(WHAT IS NEEDED): The first line of the entries below, the line containing "Instruction: Extract the", and every line between them should be repeated exactly, and nothing else.
-*-
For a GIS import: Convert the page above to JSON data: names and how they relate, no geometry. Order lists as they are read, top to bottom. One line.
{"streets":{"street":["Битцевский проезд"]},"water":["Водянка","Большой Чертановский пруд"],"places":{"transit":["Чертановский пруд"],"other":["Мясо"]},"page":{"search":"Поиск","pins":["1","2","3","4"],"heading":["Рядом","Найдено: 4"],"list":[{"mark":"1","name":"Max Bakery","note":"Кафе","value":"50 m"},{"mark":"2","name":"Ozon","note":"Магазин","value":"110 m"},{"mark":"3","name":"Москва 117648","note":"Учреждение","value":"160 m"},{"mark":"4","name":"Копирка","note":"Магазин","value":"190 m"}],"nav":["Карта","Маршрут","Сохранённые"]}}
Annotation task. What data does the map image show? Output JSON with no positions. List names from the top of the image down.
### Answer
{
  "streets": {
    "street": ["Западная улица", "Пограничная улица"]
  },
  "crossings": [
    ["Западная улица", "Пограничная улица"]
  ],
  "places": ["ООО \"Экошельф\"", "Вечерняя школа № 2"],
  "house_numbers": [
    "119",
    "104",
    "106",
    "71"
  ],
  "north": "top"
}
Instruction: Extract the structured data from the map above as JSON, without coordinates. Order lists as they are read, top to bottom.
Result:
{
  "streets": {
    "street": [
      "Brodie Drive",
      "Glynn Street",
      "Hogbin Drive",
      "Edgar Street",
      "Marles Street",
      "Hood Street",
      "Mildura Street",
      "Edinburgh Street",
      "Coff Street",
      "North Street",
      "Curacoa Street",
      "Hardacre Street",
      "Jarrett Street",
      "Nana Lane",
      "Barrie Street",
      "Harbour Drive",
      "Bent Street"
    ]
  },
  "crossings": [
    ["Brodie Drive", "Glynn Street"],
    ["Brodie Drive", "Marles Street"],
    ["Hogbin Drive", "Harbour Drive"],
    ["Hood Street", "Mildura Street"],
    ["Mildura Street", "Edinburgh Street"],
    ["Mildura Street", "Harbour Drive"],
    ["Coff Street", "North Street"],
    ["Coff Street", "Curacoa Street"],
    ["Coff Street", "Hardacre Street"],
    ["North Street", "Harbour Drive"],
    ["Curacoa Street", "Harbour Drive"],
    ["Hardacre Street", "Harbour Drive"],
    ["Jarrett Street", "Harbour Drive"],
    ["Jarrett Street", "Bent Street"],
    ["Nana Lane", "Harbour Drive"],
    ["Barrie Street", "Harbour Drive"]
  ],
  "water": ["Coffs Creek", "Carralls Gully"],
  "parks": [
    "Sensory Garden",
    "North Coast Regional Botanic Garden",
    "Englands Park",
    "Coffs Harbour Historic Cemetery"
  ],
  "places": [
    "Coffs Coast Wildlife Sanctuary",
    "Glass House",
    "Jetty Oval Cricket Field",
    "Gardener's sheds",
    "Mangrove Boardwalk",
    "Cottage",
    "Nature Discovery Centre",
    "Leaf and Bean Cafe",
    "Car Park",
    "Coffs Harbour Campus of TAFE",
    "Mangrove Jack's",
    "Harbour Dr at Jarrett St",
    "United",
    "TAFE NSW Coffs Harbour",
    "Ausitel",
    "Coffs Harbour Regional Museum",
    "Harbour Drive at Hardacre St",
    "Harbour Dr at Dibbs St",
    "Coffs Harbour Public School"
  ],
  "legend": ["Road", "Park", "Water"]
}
-*-
(WORKED SOLUTION):
For a GIS import: Convert the page above to JSON data: names and how they relate, no geometry. Order lists as they are read, top to bottom. One line.
{"streets":{"street":["Битцевский проезд"]},"water":["Водянка","Большой Чертановский пруд"],"places":{"transit":["Чертановский пруд"],"other":["Мясо"]},"page":{"search":"Поиск","pins":["1","2","3","4"],"heading":["Рядом","Найдено: 4"],"list":[{"mark":"1","name":"Max Bakery","note":"Кафе","value":"50 m"},{"mark":"2","name":"Ozon","note":"Магазин","value":"110 m"},{"mark":"3","name":"Москва 117648","note":"Учреждение","value":"160 m"},{"mark":"4","name":"Копирка","note":"Магазин","value":"190 m"}],"nav":["Карта","Маршрут","Сохранённые"]}}
Annotation task. What data does the map image show? Output JSON with no positions. List names from the top of the image down.
### Answer
{
  "streets": {
    "street": ["Западная улица", "Пограничная улица"]
  },
  "crossings": [
    ["Западная улица", "Пограничная улица"]
  ],
  "places": ["ООО \"Экошельф\"", "Вечерняя школа № 2"],
  "house_numbers": [
    "119",
    "104",
    "106",
    "71"
  ],
  "north": "top"
}
Instruction: Extract the structured data from the map above as JSON, without coordinates. Order lists as they are read, top to bottom.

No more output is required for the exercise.